E’ da femmina o da maschio? Identità di genere a scuola

Per capire di più di questo progetto dalla sua ideatrice e curatrice, le abbiamo chiesto quali siano stati alcuni dei passaggi più importanti affrontati con la classe. “Il corso è stato interessantissimo -risponde- abbiamo discusso di segregazione formativa, della rappresentazione maschile/femminile nei libri di testo delle elementari, dell'assenza di insegnanti uomini, dell'esclusione delle donne dalle scienze, del sessismo nel linguaggio... Volevo realizzare qualcosa che lasciasse traccia a scuola, perché un aspetto importante e spesso sottovalutato è la documentazione. […] Prendendo lo spunto da tante occasioni diventate educative. Per esempio, quando in grammatica abbiamo studiato il genere dei nomi, è stata un'occasione d'oro per discutere il perché non riusciamo a nominare alcune professioni al femminile (la sindaca, l'avvocata...).
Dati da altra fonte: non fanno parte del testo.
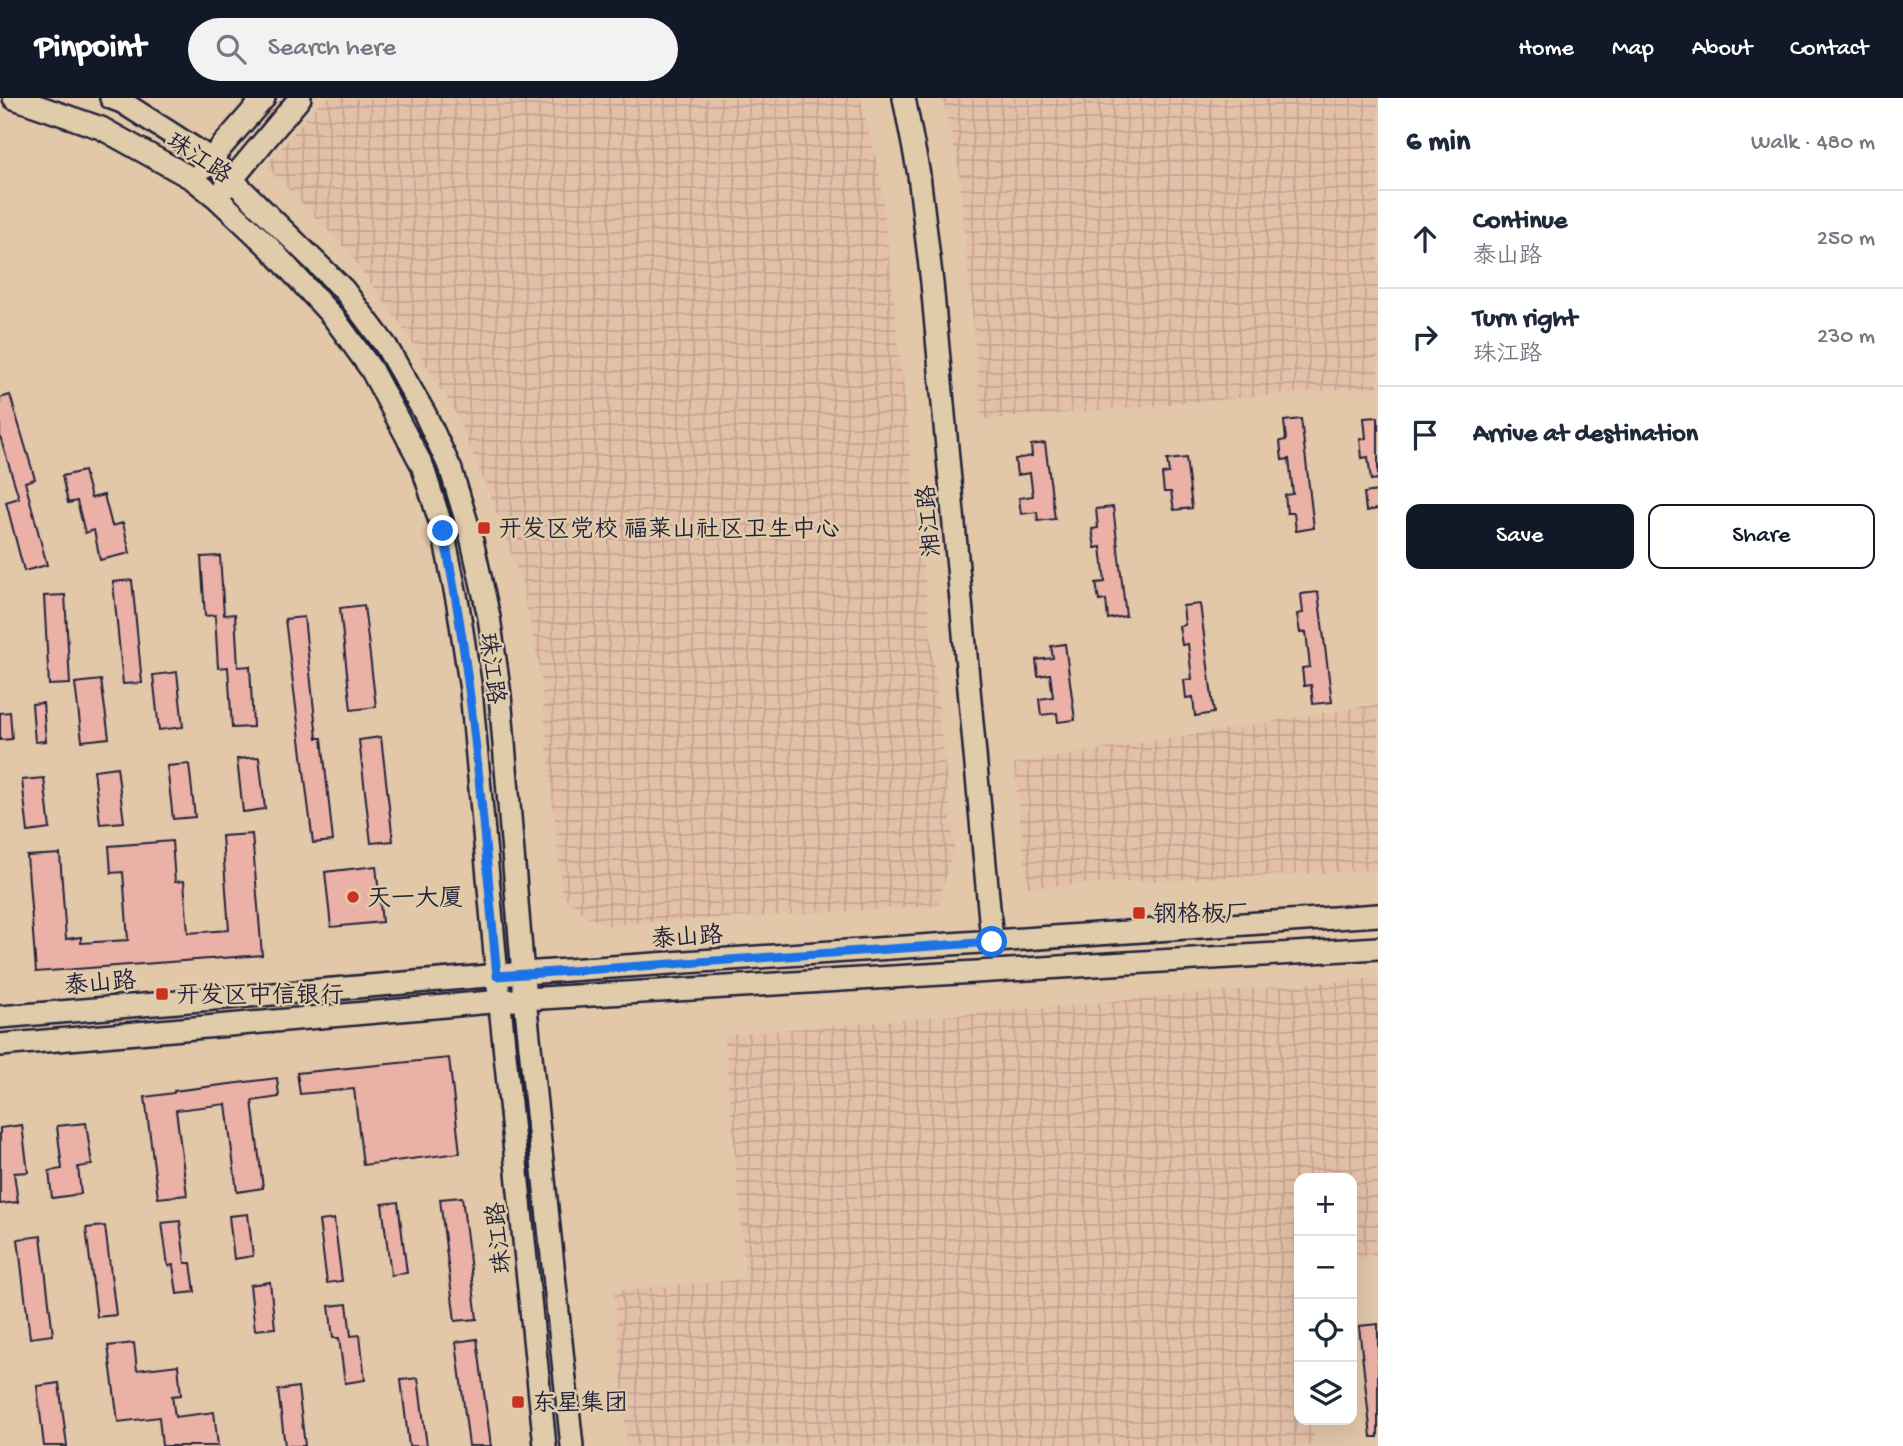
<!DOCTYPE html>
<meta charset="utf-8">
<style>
body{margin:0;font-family:"Gochi Hand","LXGW WenKai TC",sans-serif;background:#f2f2f3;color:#1f2937}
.controls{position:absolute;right:21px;bottom:21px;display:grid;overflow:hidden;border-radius:14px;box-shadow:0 7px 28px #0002}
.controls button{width:63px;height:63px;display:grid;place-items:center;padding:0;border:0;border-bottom:2px solid #e0e1e3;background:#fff;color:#1f2937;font:35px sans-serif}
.stop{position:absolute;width:21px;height:21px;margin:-16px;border:5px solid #1a73e8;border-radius:50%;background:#fff}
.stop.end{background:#1a73e8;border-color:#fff;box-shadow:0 2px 7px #0008}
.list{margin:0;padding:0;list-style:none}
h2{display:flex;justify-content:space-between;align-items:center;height:91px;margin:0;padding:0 28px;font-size:30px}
h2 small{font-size:23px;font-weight:400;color:#747a83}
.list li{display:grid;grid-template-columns:46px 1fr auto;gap:21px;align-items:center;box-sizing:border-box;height:98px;padding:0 28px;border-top:2px solid #e0e1e3}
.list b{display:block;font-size:26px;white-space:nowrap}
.list p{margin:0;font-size:23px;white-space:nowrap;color:#747a83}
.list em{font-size:23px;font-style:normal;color:#747a83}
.actions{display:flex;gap:14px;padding:21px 28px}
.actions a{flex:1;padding:16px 0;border:2px solid #111827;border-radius:14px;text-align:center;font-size:24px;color:#111827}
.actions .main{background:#111827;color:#fff}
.icon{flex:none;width:38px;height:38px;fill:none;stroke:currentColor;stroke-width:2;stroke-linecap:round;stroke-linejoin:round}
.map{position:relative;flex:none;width:1378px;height:1348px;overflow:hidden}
header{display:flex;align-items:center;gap:42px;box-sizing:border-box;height:98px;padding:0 35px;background:#111827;color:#fff}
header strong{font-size:33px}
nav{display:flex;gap:38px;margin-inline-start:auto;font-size:24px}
.search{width:490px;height:63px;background:#f2f2f3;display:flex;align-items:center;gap:18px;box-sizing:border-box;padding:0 24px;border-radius:38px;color:#747a83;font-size:26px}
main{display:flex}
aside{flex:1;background:#fff}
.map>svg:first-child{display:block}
</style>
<header>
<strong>Pinpoint</strong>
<div class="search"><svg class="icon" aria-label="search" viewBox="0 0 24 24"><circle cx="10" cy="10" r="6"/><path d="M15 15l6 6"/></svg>Search here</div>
<nav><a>Home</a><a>Map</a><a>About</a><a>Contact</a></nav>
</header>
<main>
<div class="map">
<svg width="1378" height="1348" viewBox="0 0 1378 1348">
<defs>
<pattern id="industrial-grid" width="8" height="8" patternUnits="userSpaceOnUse" patternTransform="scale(1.75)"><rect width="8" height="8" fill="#e5c0a8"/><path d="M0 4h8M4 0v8" fill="none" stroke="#c4a592"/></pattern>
</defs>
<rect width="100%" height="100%" fill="#e2c7a9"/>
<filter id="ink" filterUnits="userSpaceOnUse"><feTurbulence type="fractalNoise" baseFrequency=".0143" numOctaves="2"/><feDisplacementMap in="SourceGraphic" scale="14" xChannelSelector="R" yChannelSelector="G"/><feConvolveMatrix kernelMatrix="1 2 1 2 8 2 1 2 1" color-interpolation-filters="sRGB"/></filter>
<g filter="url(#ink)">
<path fill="url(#industrial-grid)" d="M323 0H860L880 77 954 748 938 808 606 827 587 819 562 796 539 566 521 483 490 396 455 314 405 233 348 153 266 68Z
M943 0H1378V288L982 322 959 72Z
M1378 606V772L1028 789 1014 666Z
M1378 880V1157L1352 1160V1080H1299V1322H1313L1315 1348H627L614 1193 746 1181 724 937Z"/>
<path fill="#ebb1a7" stroke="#22223b" stroke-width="2" d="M10 297 35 381 25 384 47 467 24 473 6 404 19 400 0 338V300Z
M1378 319V381L1371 382 1368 359 1362 360 1360 341 1366 340 1364 320Z
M1301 321 1314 430 1296 433 1294 415H1287L1285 397 1293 396 1289 361 1282 362 1280 343 1286 342 1284 323Z
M1045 345 1055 421 1038 423 1037 414 1021 416 1019 400 1033 398 1030 375 1017 377 1015 361 1032 358 1031 347Z
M1186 360 1192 410 1174 412 1171 394H1164L1162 376 1169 375 1167 362Z
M84 373 91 400 104 397 112 428 123 425 130 455 100 462 94 432 85 435 77 403 68 405 62 378Z
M1378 393V411L1366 413 1364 395Z
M1113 409 1126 518 1108 521 1106 502 1099 503 1096 485 1105 484 1101 449 1095 450 1092 431 1098 430 1096 411Z
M220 458 224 517 235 516 238 569 250 568 253 629 232 630 228 569 218 570 215 517 205 518 201 459Z
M132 482 142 585 123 586 113 484Z
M1318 494 1332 604 1313 606 1311 587 1304 588 1302 570 1310 569 1306 534 1300 535 1297 516 1303 515 1301 496Z
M65 497 70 586 49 587 44 498Z
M1200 506 1214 615 1195 618 1193 599 1186 600 1184 582 1192 581 1188 546 1182 547 1179 528 1185 527 1183 508Z
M364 507 376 609 351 612 340 510Z
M304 519 317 640H322L333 743 313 745 285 521Z
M1065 546 1075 622 1058 624 1057 615 1041 617 1039 601 1053 599 1050 576 1038 578 1036 562 1053 560 1051 548Z
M177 574 183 629 159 632 153 577Z
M101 582 109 640 82 643 75 585Z
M43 605 46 643 35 644 32 606Z
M10 614 12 641 0 642V615Z
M381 639 393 743 371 745 359 642Z
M259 659 265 711 243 714 237 661Z
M189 666 195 719 173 721 167 668Z
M117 669 124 724 100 726 94 672Z
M44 680 50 731 28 734 22 682Z
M252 736 262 857 36 874 27 758 60 756 66 841 81 839V845L128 842 123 774 111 775 109 748 172 743 175 784 184 783 188 835 229 832 222 738Z
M376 768 382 824 331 829 325 774Z
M449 960 460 1055 363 1067 354 991 300 996 297 975Z
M277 980 279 999 252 1003 263 1090 237 1094 226 1006 176 1012 187 1097 158 1100 145 999 174 995V993Z
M86 1025 92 1067 78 1069 81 1096 52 1100 49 1073 62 1071 57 1028Z
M22 1027 28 1074 14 1075 18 1104 0 1106V1030Z
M462 1099 477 1221 455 1223 440 1101Z
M398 1104 407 1175 391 1177 382 1106Z
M248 1116 253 1158 234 1161 229 1118Z
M334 1121 342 1183 327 1185 319 1123Z
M180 1123 185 1165H191L195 1194 177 1196 173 1167 168 1168 162 1125Z
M105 1128 116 1217 97 1219 86 1130Z
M41 1138 53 1237 30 1240 18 1141Z
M270 1184 275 1230 255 1232 250 1187Z
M347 1206 351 1238 360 1237 365 1282 345 1285 339 1240H333L329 1208Z
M1378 1226V1339H1371L1359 1228Z
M477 1241 491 1348H469L456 1244Z
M134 1245 137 1272 178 1267 181 1297 172 1298 175 1319 214 1314 218 1348H162L159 1319 118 1324 108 1248Z
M418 1280 427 1348H409L401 1282Z
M59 1285 67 1348H44L37 1288Z
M298 1289 305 1348H285L278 1292Z"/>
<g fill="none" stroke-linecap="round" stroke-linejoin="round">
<defs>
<path id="secondary" d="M14 0 101 30 193 81 217 100 269 149 334 220 371 271 422 367 443 433 458 507 471 592 497 878 545 1348
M111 0 122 4 211 61 344 192 386 248 425 316 451 372 471 438 489 519 500 597 525 901 572 1348
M904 0 919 77 932 185 992 843
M203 70 264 0
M225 90 300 0
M0 919 523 875 1378 817
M0 947 525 901 1378 850"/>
</defs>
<use href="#secondary" stroke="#22223b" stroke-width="26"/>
<use href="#secondary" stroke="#e0ccaa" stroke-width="21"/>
</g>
</g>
<g fill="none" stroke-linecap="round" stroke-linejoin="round" filter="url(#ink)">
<path stroke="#1a73e8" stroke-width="9" d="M443 433C474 580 483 729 497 878L992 844"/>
</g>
<g fill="#c8321e" stroke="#e0ccaa" stroke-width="2.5">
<rect x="477" y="423" width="14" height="14" rx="3.5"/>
<circle cx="353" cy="799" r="7"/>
<rect x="1132" y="808" width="14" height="14" rx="3.5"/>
<rect x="155" y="889" width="14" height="14" rx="3.5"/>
<rect x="511" y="1297" width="14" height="14" rx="3.5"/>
</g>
<g text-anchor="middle" stroke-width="5" stroke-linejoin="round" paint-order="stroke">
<g font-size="24" fill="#22223b" stroke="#e0ccaa">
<text transform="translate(200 59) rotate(34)" y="8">珠江路</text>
<text transform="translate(928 423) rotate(-95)" y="8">湘江路</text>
<text transform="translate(493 570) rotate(83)" y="8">珠江路</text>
<text transform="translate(687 838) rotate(-4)" y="8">泰山路</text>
<text transform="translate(100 884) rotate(-5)" y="8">泰山路</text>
<text transform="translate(498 1140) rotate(-96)" y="8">珠江路</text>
</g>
<g font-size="24" fill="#22223b" stroke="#e0ccaa" text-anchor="start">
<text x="498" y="438">开发区党校 福莱山社区卫生中心</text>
<text x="367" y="807">天一大厦</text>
<text x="1153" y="823">钢格板厂</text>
<text x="176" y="904">开发区中信银行</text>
<text x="532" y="1312">东星集团</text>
</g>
</g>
</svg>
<div class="controls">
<button>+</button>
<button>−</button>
<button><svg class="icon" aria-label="locate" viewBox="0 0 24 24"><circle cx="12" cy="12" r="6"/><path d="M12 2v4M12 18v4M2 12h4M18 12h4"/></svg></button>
<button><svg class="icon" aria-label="layers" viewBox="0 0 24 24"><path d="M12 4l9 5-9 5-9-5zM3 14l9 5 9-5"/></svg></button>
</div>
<div class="stop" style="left:992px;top:844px"></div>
<div class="stop end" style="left:443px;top:433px"></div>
</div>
<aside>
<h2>6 min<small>Walk · 480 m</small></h2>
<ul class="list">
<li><svg class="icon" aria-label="ahead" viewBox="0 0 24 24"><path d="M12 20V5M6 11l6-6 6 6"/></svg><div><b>Continue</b><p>泰山路</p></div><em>250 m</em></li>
<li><svg class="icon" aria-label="right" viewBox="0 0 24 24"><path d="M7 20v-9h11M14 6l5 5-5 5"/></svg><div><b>Turn right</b><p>珠江路</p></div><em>230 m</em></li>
<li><svg class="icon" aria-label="arrive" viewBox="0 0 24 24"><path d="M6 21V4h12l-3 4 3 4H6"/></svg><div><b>Arrive at destination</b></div></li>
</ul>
<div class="actions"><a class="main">Save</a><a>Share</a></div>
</aside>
</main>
E poi perché, nella pratica quotidiana, abbiamo sempre cercato una distribuzione paritaria dei ruoli e dell'immagine che i/le bambini/e hanno di sé.”

Quali sono stati gli effetti visibili, concreti, che a seguito di questo progetto avete potuto notare nei comportamenti delle ragazze e dei ragazzi? “Faccio spesso un esempio di vita quotidiana in classe: se qualcuno/a si sente poco bene e vuole andare a misurare la febbre, la prima cosa che viene in mente è chiamare una bambina per accompagnare. E' quasi automatico, perché appartiene al genere femminile, quello che da sempre gestisce la cura perché "è più capace". Bene, anzi male, permettiamo anche ai bambini di imparare. Maschi o femmine che siano, sono felicissimi quando devono aiutare. […] Queste pratiche rompono gli stereotipi. Molto più delle storie, che pure sono importanti.”

Segnalerebbe ancora uno stereotipo molto comune, su cui fermarsi a riflettere? “Il rapporto con il computer. In classe sono le bambine quelle più autonome nell'uso della tecnologia (e la loro maestra è molto tecnologizzata...). Anche questo è uno stereotipo che viene piano piano modificato, quello delle donne che hanno sempre bisogno di un uomo per capire come funziona... Ciò che mi preme sottolineare è che la formazione e la convinzione delle insegnanti è la chiave di volta”.

Un’impresa coraggiosa che avrà suscitato molte emozioni: quali sono stati i commenti, e quali le reazioni più forti dei genitori? “Mi hanno raccontato, alcuni, un certo imbarazzo. Soprattutto i padri, spesso citati perché meno presenti nella cura, si sono posti delle domande e le hanno rivolte ai loro figli/e: "E' davvero così? Per te sono davvero assente?". Non è poco. Ci hanno fatto i complimenti perché hanno visto come stanno i loro figli e le loro figlie a scuola. Hanno realizzato che stanno bene, che si sentono ascoltati e valorizzati. Non sempre è facile far capire ai genitori che la scuola non è la loro controparte ma è - dovrebbe essere - la loro alleata numero uno. Questo lavoro ci è servito anche a questo, a cementare un po' meglio la fiducia, a darle più solidità.”

Due parole su di sè? “Sono laureata in sociologia con una tesi sul femminismo italiano e sono socia di Archivia, dove mi occupo di ricostruire la storia dei gruppi femminili che si sono occupati di corpo, salute, sessualità. Perciò il tema era nelle mie corde, l'ho studiato e avevo accumulato osservazioni interessanti nella mia pratica didattica. Ero pronta a condividere e a confrontarmi con le mie colleghe".

 

Per questo e molto altro ancora, rimandiamo alla visione del documentario, Guardatelo con le vostre figlie e figli, con amiche ed amici, nelle vostre classi: vale davvero la pena!